The COVID-19 pandemic has upended daily life across the globe, shifting timelines and postponing the completion and opening of many highly anticipated projects. While a few have stuck to their original schedules, many others won’t make their debut until the fall or later. record rounds up some of the most notable cultural projects in the U.S. opening this year.

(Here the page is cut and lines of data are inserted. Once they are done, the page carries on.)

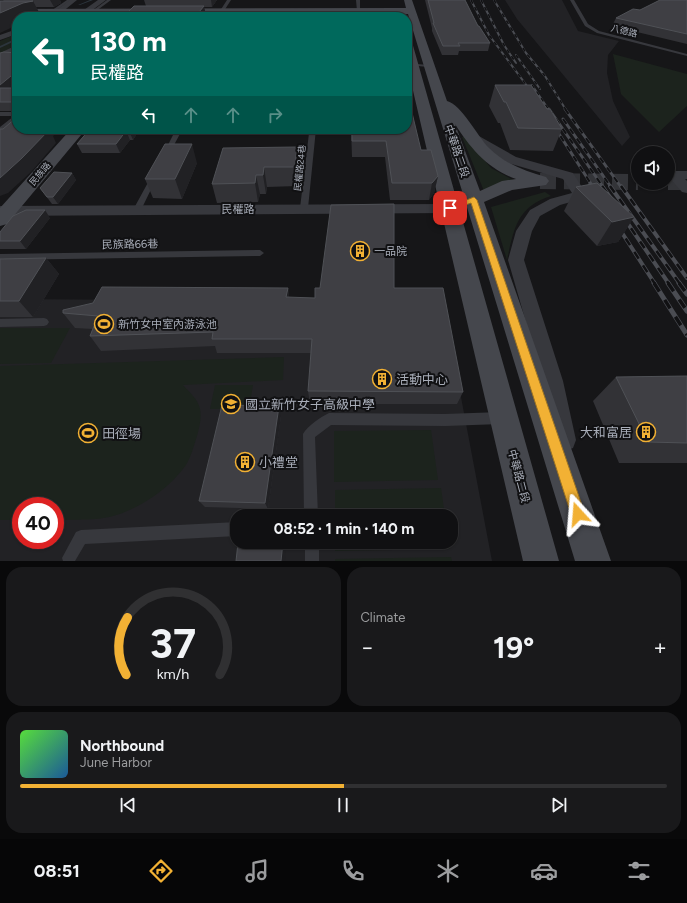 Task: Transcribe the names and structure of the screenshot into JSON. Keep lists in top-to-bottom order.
{
  "streets": {
    "street": ["中華路二段", "民族路", "民權路"],
    "lane": ["八德路", "民權路24巷", "民族路66巷"]
  },
  "crossings": [
    ["中華路二段", "民權路"],
    ["民權路24巷", "民權路"],
    ["民族路", "民權路"]
  ],
  "places": {
    "building": [
      "一品院",
      "活動中心",
      "大和富居",
      "小禮堂"
    ],
    "sports": ["新竹女中室內游泳池", "田徑場"],
    "school or university": ["國立新竹女子高級中學"]
  },
  "page": {
    "turn": ["130 m", "民權路"],
    "limit": "40",
    "trip": "08:52 · 1 min · 140 m",
    "tile": "Climate",
    "heat": ["−", "19°", "+"],
    "song": ["Northbound", "June Harbor"],
    "tabs": "08:51",
    "gauge": ["37", "km/h"]
  }
} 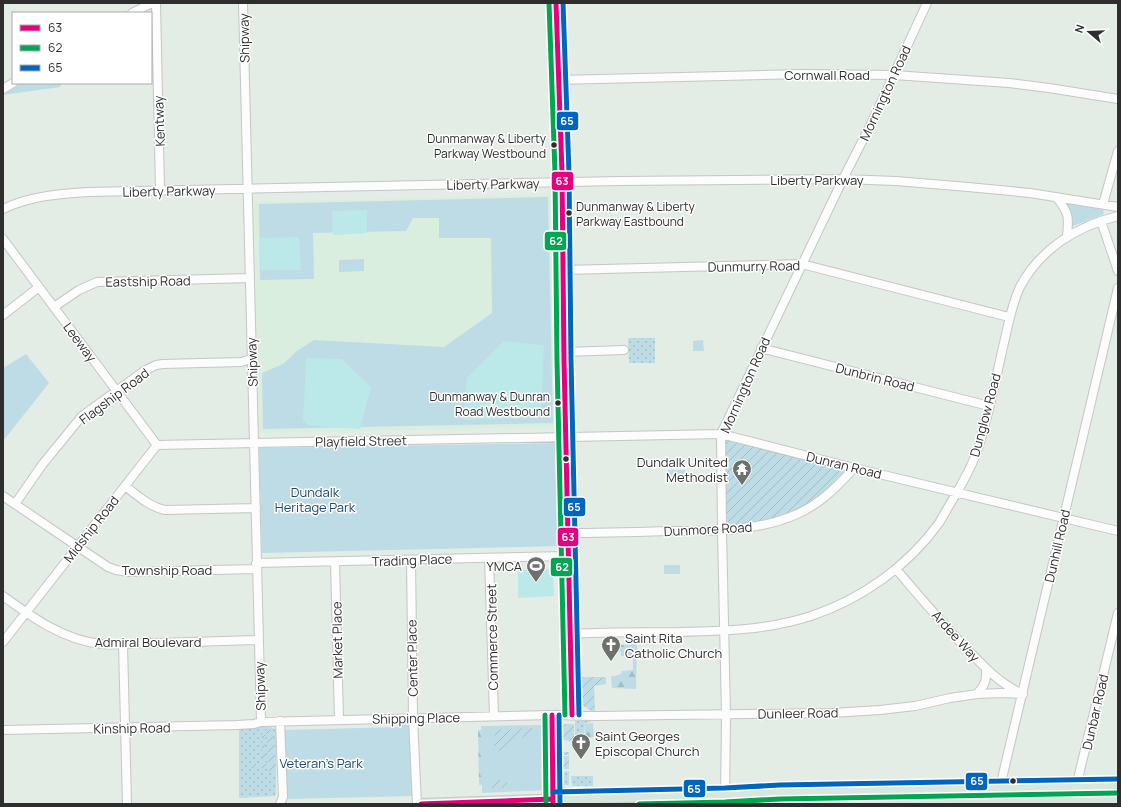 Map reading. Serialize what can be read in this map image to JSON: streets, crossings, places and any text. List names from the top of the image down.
{
  "streets": {
    "street": [
      "Shipway",
      "Cornwall Road",
      "Mornington Road",
      "Kentway",
      "Liberty Parkway",
      "Dunmurry Road",
      "Eastship Road",
      "Leeway",
      "Dunbrin Road",
      "Flagship Road",
      "Dunglow Road",
      "Playfield Street",
      "Dunran Road",
      "Midship Road",
      "Dunmore Road",
      "Dunhill Road",
      "Trading Place",
      "Township Road",
      "Ardee Way",
      "Commerce Street",
      "Market Place",
      "Admiral Boulevard",
      "Center Place",
      "Dunbar Road",
      "Dunleer Road",
      "Shipping Place",
      "Kinship Road"
    ]
  },
  "crossings": [
    ["Shipway", "Liberty Parkway"],
    ["Shipway", "Eastship Road"],
    ["Shipway", "Flagship Road"],
    ["Shipway", "Playfield Street"],
    ["Shipway", "Trading Place"],
    ["Shipway", "Township Road"],
    ["Shipway", "Admiral Boulevard"],
    ["Shipway", "Shipping Place"],
    ["Shipway", "Kinship Road"],
    ["Cornwall Road", "Mornington Road"],
    ["Mornington Road", "Liberty Parkway"],
    ["Mornington Road", "Dunmurry Road"],
    ["Mornington Road", "Dunbrin Road"],
    ["Mornington Road", "Dunglow Road"],
    ["Mornington Road", "Dunran Road"],
    ["Mornington Road", "Dunmore Road"],
    ["Mornington Road", "Dunleer Road"],
    ["Kentway", "Liberty Parkway"],
    ["Dunmurry Road", "Dunglow Road"],
    ["Eastship Road", "Leeway"],
    ["Leeway", "Flagship Road"],
    ["Leeway", "Playfield Street"],
    ["Leeway", "Midship Road"],
    ["Dunbrin Road", "Dunglow Road"],
    ["Flagship Road", "Township Road"],
    ["Dunglow Road", "Dunran Road"],
    ["Dunglow Road", "Ardee Way"],
    ["Playfield Street", "Dunran Road"],
    ["Playfield Street", "Midship Road"],
    ["Dunran Road", "Dunmore Road"],
    ["Dunran Road", "Dunhill Road"],
    ["Midship Road", "Township Road"],
    ["Midship Road", "Admiral Boulevard"],
    ["Dunhill Road", "Ardee Way"],
    ["Dunhill Road", "Dunleer Road"],
    ["Trading Place", "Township Road"],
    ["Trading Place", "Commerce Street"],
    ["Trading Place", "Market Place"],
    ["Trading Place", "Center Place"],
    ["Ardee Way", "Dunleer Road"],
    ["Commerce Street", "Shipping Place"],
    ["Market Place", "Shipping Place"],
    ["Center Place", "Shipping Place"],
    ["Dunleer Road", "Shipping Place"],
    ["Shipping Place", "Kinship Road"]
  ],
  "parks": ["Dundalk Heritage Park", "Veteran's Park"],
  "places": {
    "other": ["Dunmanway & Liberty Parkway Westbound", "Dunmanway & Liberty Parkway Eastbound", "Dunmanway & Dunran Road Westbound"],
    "temple": ["Dundalk United Methodist"],
    "sports": ["YMCA"],
    "church": ["Saint Rita Catholic Church", "Saint Georges Episcopal Church"]
  },
  "lines": ["transit line 63", "transit line 62", "transit line 65"],
  "legend": ["63", "62", "65"],
  "north": "left"
} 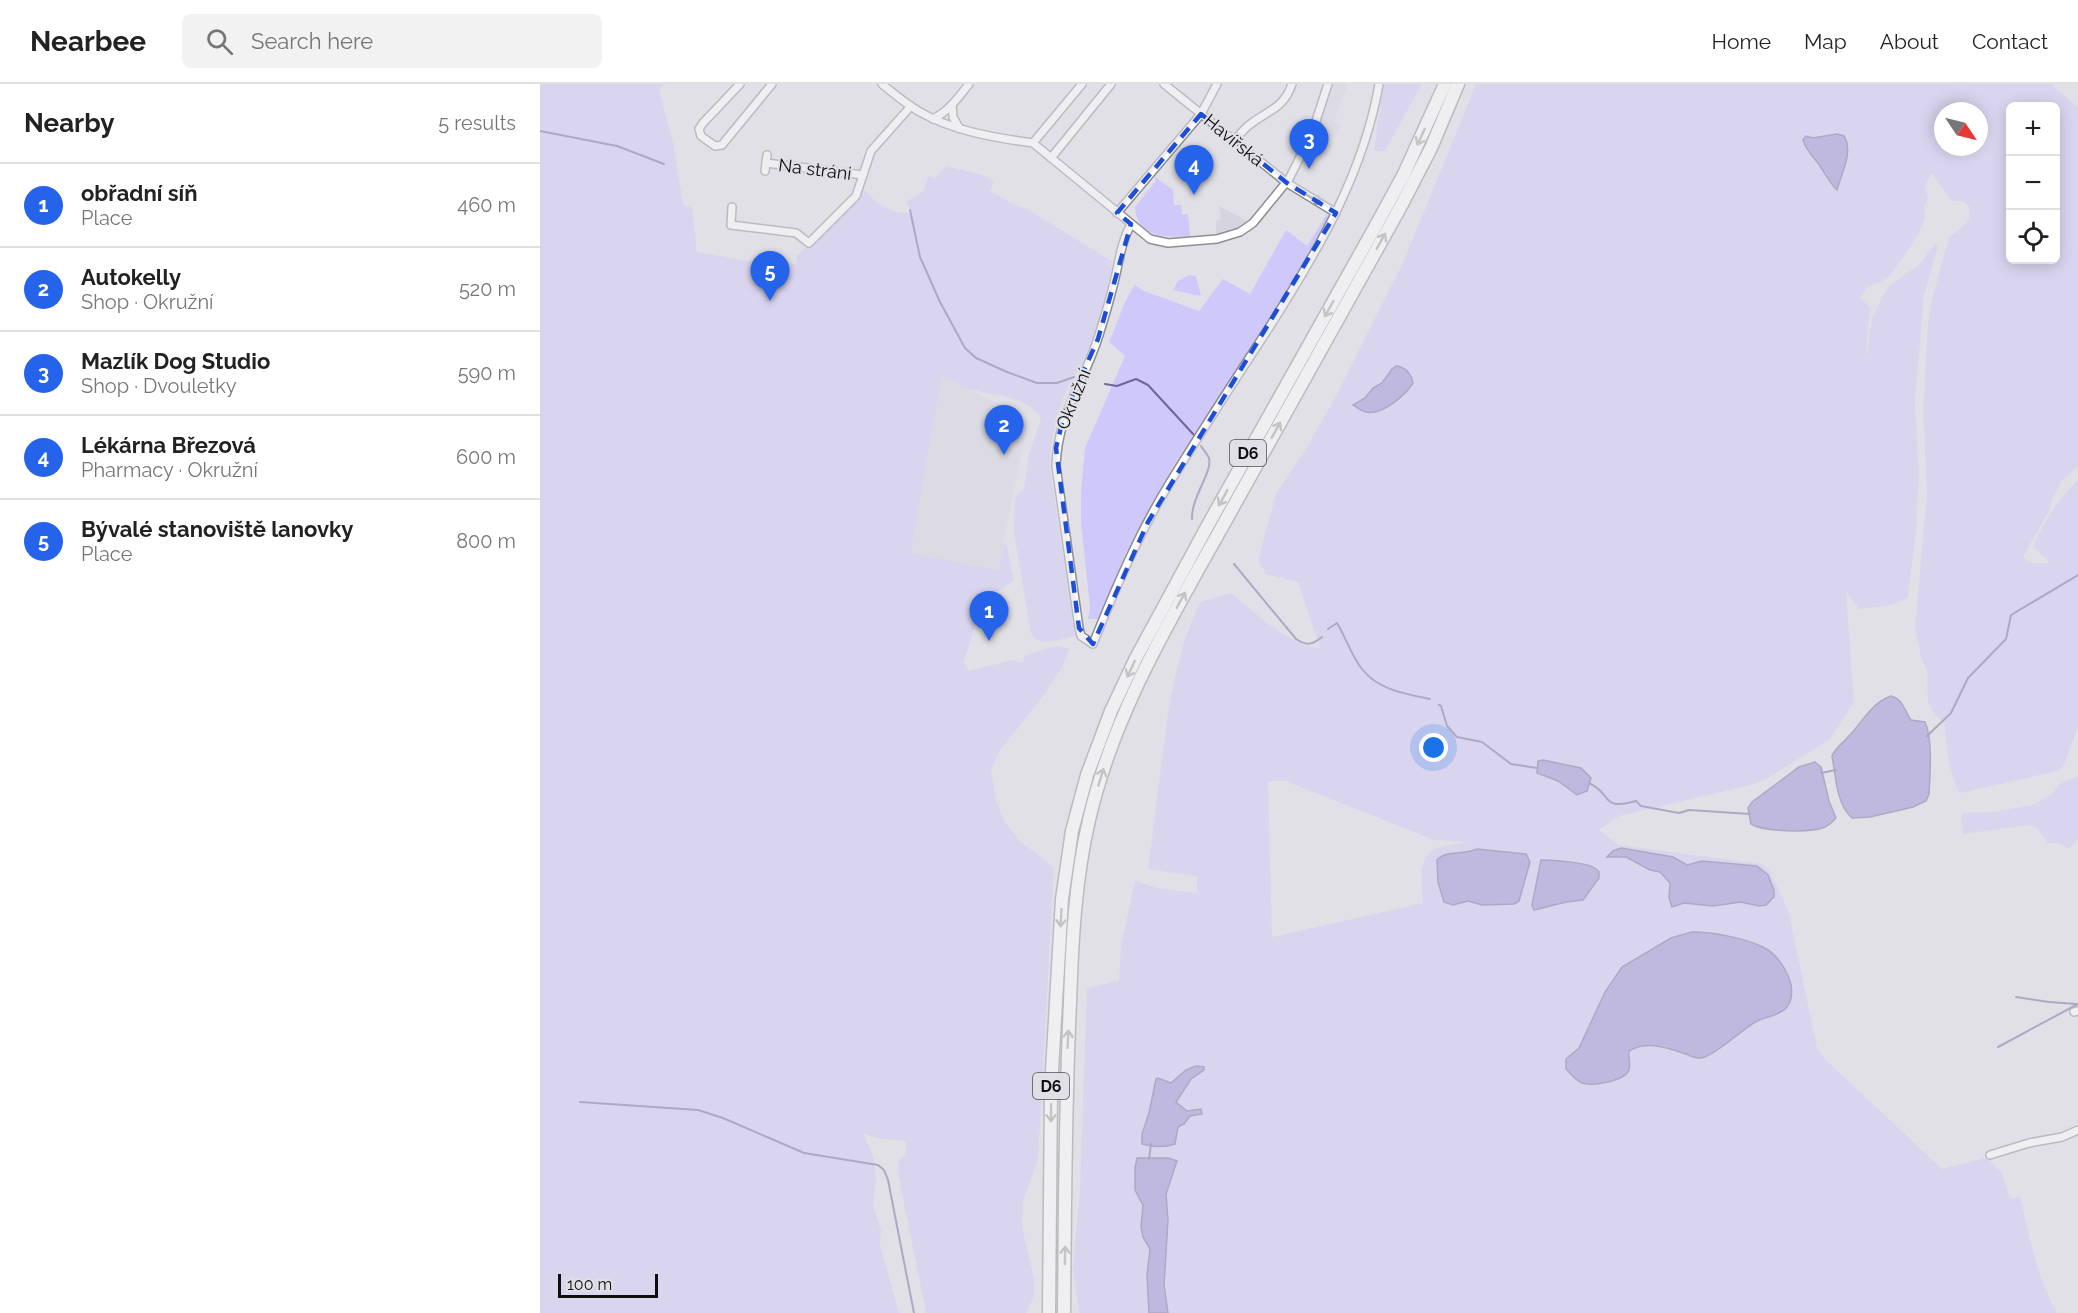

Memorial to Enslaved Laborers, by Höweler and Yoon
Image courtesy Höweler and Yoon
At the University of Virginia (UVA) in Charlottesville, the Boston-based architecture firm collaborated with artist Eto Otitigbe; architect, educator, and activist Mabel O. Wilson; UVA professor Frank Dukes; and landscape architect Gregg Bleam to design a structure memorializing the enslaved laborers who worked on building the campus. Originally slated to be unveiled on May 8, a new inauguration date has yet to be announced.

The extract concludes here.